Supplied data:
☆ ☆ ☆ ☆ ☆

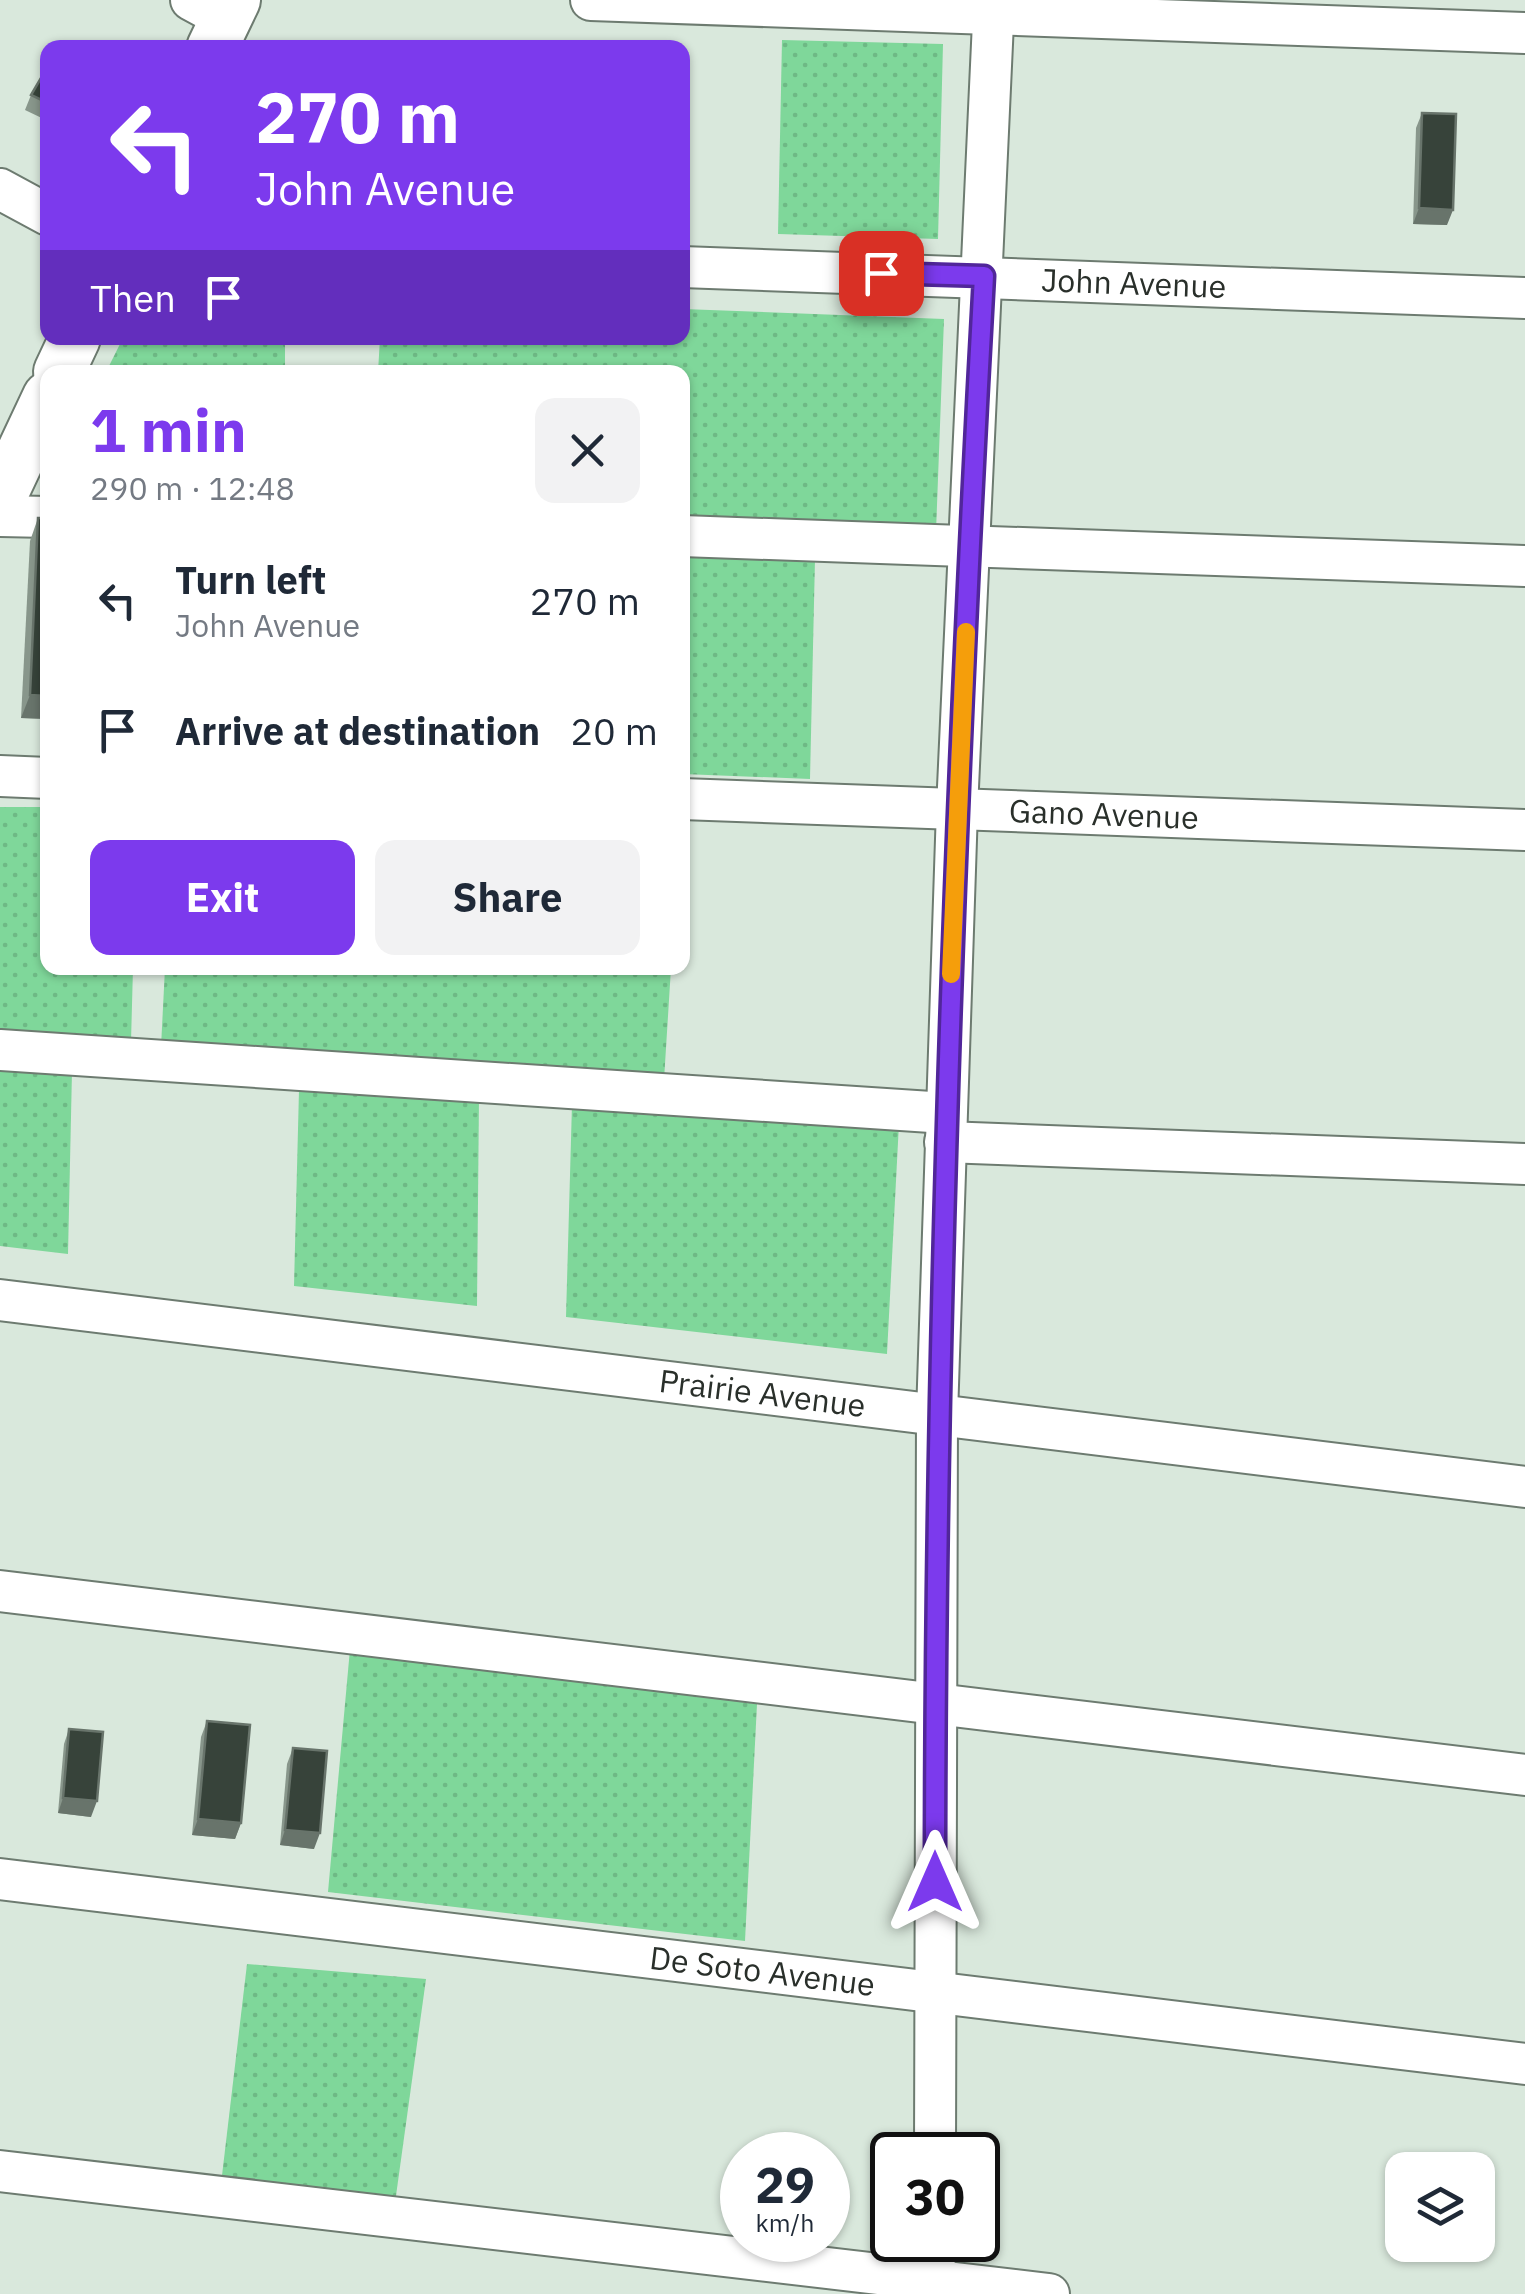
<!DOCTYPE html>
<meta charset="utf-8">
<style>
:root{--surface:#fff;--page:#f2f2f3;--text:#1f2937;--muted:#747a83;--accent:#7c3aed}
body{margin:0;font-family:"IBM Plex Sans",sans-serif;background:var(--page);color:var(--text);height:100vh;display:flex;flex-direction:column;font-size:38px;white-space:nowrap}
*{box-sizing:border-box;margin:0}
p{font-size:32px;color:var(--muted)}
.icon{flex:none;width:55px;height:55px;fill:none;stroke:currentColor;stroke-width:2;stroke-linecap:round;stroke-linejoin:round}
.map{position:relative;flex:1;overflow:hidden}
.details{position:absolute;left:40px;top:365px;width:650px;height:610px;display:flex;flex-direction:column;background:var(--surface);border-radius:20px;box-shadow:0 2px 8px #0004}
.details>*{flex:none}
.hud{position:absolute;left:40px;top:40px;width:650px;height:305px;border-radius:20px;box-shadow:0 2px 8px #0004;background:#7c3aed;color:#fff;overflow:hidden}
.fabs{position:absolute;left:1385px;top:2152px;display:grid;gap:20px}
.fabs a{display:grid;place-items:center;width:110px;height:110px;border-radius:20px;background:var(--surface);box-shadow:0 2px 8px #0004;font-size:50px}
.speed{position:absolute;left:720px;top:2132px;display:flex;gap:20px;font-size:50px;font-weight:700;text-align:center}
.speed>*{display:grid;place-content:center;width:130px;height:130px;border-radius:50%;background:var(--surface);box-shadow:0 2px 8px #0004;line-height:1}
.speed small{font-size:25px;font-weight:400}
.speed .limit{border:5px solid #111;border-radius:15px;background:#fff;color:#111}
.pin{position:absolute;display:grid;place-items:center;width:85px;height:85px;color:#fff;margin:-42px;border-radius:20px;box-shadow:0 5px 15px #0006}
.me{position:absolute;width:110px;margin:-55px;rotate:0deg;stroke-linejoin:round;filter:drop-shadow(0 0 8px #0008)}
.turn{display:flex;align-items:center;gap:35px;height:210px;padding:0 50px;font-size:45px}
.turn .icon{width:130px;height:130px;stroke-width:2.5}
.turn b{display:block;font-size:70px;line-height:85px}
.then{display:flex;align-items:center;height:95px;padding:0 50px;background:#0003;gap:20px;font-size:38px}
.round{display:grid;place-items:center;flex:none;width:105px;height:105px;border-radius:20px;background:var(--page)}
.headline{display:flex;align-items:center;justify-content:space-between;height:170px;padding:0 50px}
h1{font-size:60px;font-weight:700;line-height:75px;color:var(--accent)}
.button{display:flex;gap:20px;margin-top:auto;padding:20px 50px}
.button a{flex:1;height:115px;border-radius:20px;background:var(--accent);color:#fff;font-size:40px;font-weight:700;line-height:115px;text-align:center}
.button a+a{background:var(--page);color:var(--text)}
ul{padding:0;list-style:none}
li{display:flex;align-items:center;gap:30px;height:130px;padding:0 50px}
li div{flex:1}
li b{display:block;font-size:38px}
li em{font-style:normal}
.map>svg:first-child{display:block}
.grass{fill:url(#grass-dots)}
.lines{fill:none;stroke-linecap:round;stroke-linejoin:round}
.minor-casing{stroke:#6d7b70;stroke-width:44}
.major-casing{stroke:#6d7b70;stroke-width:54}
.minor{stroke:#fff;stroke-width:40}
.major{stroke:#fff;stroke-width:50}
.wall{fill:#88968b}
.shaded-wall{fill:#68746b}
.building{fill:#37433a;stroke:#68746b;stroke-width:2.5}
.route-casing{stroke:#51269a;stroke-width:25}
.route{stroke:#7c3aed;stroke-width:18}
.slow{stroke:#f59e0b;stroke-width:18}
.labels{text-anchor:middle;stroke-width:10;stroke-linejoin:round;paint-order:stroke}
.street-label{font-size:32px;fill:#292f2a;stroke:#d9e8dc}
</style>
<div class="map">
<svg width="1525" height="2294" viewBox="0 0 1525 2294">
<defs>
<pattern id="grass-dots" width="8" height="8" patternUnits="userSpaceOnUse" patternTransform="scale(2.5)"><rect width="8" height="8" fill="#7fd79a"/><path d="M2 2h.1M6 6h.1" fill="none" stroke="#6eb985" stroke-width="1.8" stroke-linecap="round"/></pattern>
</defs>
<rect width="100%" height="100%" fill="#d9e8dc"/>
<g class="grass">
<polygon points="782,40 943,44 938,239 778,234"/>
<polygon points="683,309 944,319 936,532 683,523 682,372 378,372 380,338 682,338"/>
<polygon points="123,338 285,338 285,372 106,372"/>
<polygon points="683,553 815,559 810,779 683,774"/>
<polygon points="0,807 47,807 48,968 133,968 131,1042 0,1034"/>
<polygon points="165,968 671,968 664,1080 161,1047"/>
<polygon points="0,1065 72,1071 68,1254 0,1246"/>
<polygon points="299,1090 479,1097 477,1306 294,1286"/>
<polygon points="572,1104 899,1123 887,1354 566,1317"/>
<polygon points="350,1649 757,1704 745,1941 328,1892"/>
<polygon points="247,1964 426,1979 395,2203 221,2184"/>
</g>
<g class="lines">
<defs>
<g id="minor">
<polyline points="191,0 226,19"/>
<polyline points="591,0 1525,33"/>
<polyline points="0,189 48,215"/>
<path id="s1" d="M682 267 1525 298"/>
<polyline points="0,516 48,517"/>
<polyline points="682,536 1525,566"/>
<polyline points="0,776 48,778"/>
<path id="s2" d="M682 799 1525 830"/>
<polyline points="0,1050 946,1113"/>
<polyline points="945,1142 1525,1164"/>
<path id="s3" d="M0 1300 1525 1487"/>
<polyline points="0,1591 1525,1775"/>
<path id="s4" d="M0 1879 1525 2064"/>
<polyline points="935,2155 937,1415 957,809 994,0"/>
<polyline points="0,2171 1049,2294"/>
<polyline points="934,2294 935,2240"/>
</g>
<g id="major">
<polyline points="212,48 235,0"/>
<polyline points="59,372 75,338"/>
<polyline points="0,499 48,397"/>
</g>
</defs>
<use href="#minor" class="minor-casing"/>
<use href="#major" class="major-casing"/>
<use href="#minor" class="minor"/>
<use href="#major" class="major"/>
</g>
<g class="wall">
<polygon points="48,66 48,121 25,110 31,95"/>
<polygon points="1422,113 1447,225 1413,224 1416,128"/>
<polygon points="38,518 48,518 48,719 21,718 30,541"/>
<polygon points="207,1721 241,1823 235,1839 192,1835 201,1737"/>
<polygon points="69,1729 91,1817 58,1813 64,1744"/>
<polygon points="293,1748 314,1849 280,1845 287,1764"/>
</g>
<g class="shaded-wall">
<polygon points="1419,208 1453,210 1447,225 1413,224"/>
<polygon points="30,695 48,696 48,719 21,718"/>
<polygon points="63,1798 97,1801 91,1817 58,1813"/>
<polygon points="198,1819 241,1823 235,1839 192,1835"/>
<polygon points="285,1830 320,1833 314,1849 280,1845"/>
</g>
<g class="building">
<polygon points="48,66 48,103 31,95"/>
<polygon points="1422,113 1456,114 1453,210 1419,208"/>
<polygon points="38,518 48,518 48,696 30,695"/>
<polygon points="207,1721 250,1725 241,1823 198,1819"/>
<polygon points="69,1729 103,1732 97,1801 63,1798"/>
<polygon points="293,1748 327,1751 320,1833 285,1830"/>
</g>
<g class="lines">
<defs>
<path id="route" d="M881 273 984 276C954 811 935 1346 935 1882"/>
</defs>
<use href="#route" class="route-casing"/>
<use href="#route" class="route"/>
<polyline class="slow" points="951,974 966,632"/>
</g>
<g class="labels">
<g class="street-label">
<text dy="11" stroke="none"><textPath href="#s1" startOffset="452">John Avenue</textPath></text>
<text dy="11" stroke="none"><textPath href="#s2" startOffset="422">Gano Avenue</textPath></text>
<text dy="11" stroke="none"><textPath href="#s3" startOffset="768">Prairie Avenue</textPath></text>
<text dy="11" stroke="none"><textPath href="#s4" startOffset="768">De Soto Avenue</textPath></text>
</g>
</g>
</svg>
<div class="fabs">
<a><svg class="icon" aria-label="layers" viewBox="0 0 24 24"><path d="M12 4l9 5-9 5-9-5zM3 14l9 5 9-5"/></svg></a>
</div>
<div class="speed"><div>29<small>km/h</small></div><div class="limit">30</div></div>
<div class="pin" style="left:881px;top:273px;background:#d93025"><svg class="icon" aria-label="arrive" viewBox="0 0 24 24"><path d="M6 21V4h12l-3 4 3 4H6"/></svg></div>
<svg class="me" style="left:935px;top:1882px" viewBox="-20 -20 40 40"><path d="M0-17L14 15 0 8-14 15z" fill="#7c3aed" stroke="#fff" stroke-width="4"/></svg>
<div class="hud">
<div class="turn"><svg class="icon" aria-label="left" viewBox="0 0 24 24"><path d="M17 20v-9H6M10 6l-5 5 5 5"/></svg><div><b>270 m</b>John Avenue</div></div>
<div class="then">Then<svg class="icon" aria-label="arrive" viewBox="0 0 24 24"><path d="M6 21V4h12l-3 4 3 4H6"/></svg></div>
</div>
<section class="details">
<div class="headline"><div><h1>1 min</h1><p>290 m · 12:48</p></div><a class="round"><svg class="icon" aria-label="close" viewBox="0 0 24 24"><path d="M6 6l12 12M18 6L6 18"/></svg></a></div>
<ul>
<li><svg class="icon" aria-label="left" viewBox="0 0 24 24"><path d="M17 20v-9H6M10 6l-5 5 5 5"/></svg><div><b>Turn left</b><p>John Avenue</p></div><em>270 m</em></li>
<li><svg class="icon" aria-label="arrive" viewBox="0 0 24 24"><path d="M6 21V4h12l-3 4 3 4H6"/></svg><div><b>Arrive at destination</b></div><em>20 m</em></li>
</ul>
<div class="button"><a>Exit</a><a>Share</a></div>
</section>
</div>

☆ ☆ ☆ ☆ ☆

Task item: The word "headline" occurs in some lines of the data above; report how many such lines there are, with no other words.

Finished task: 2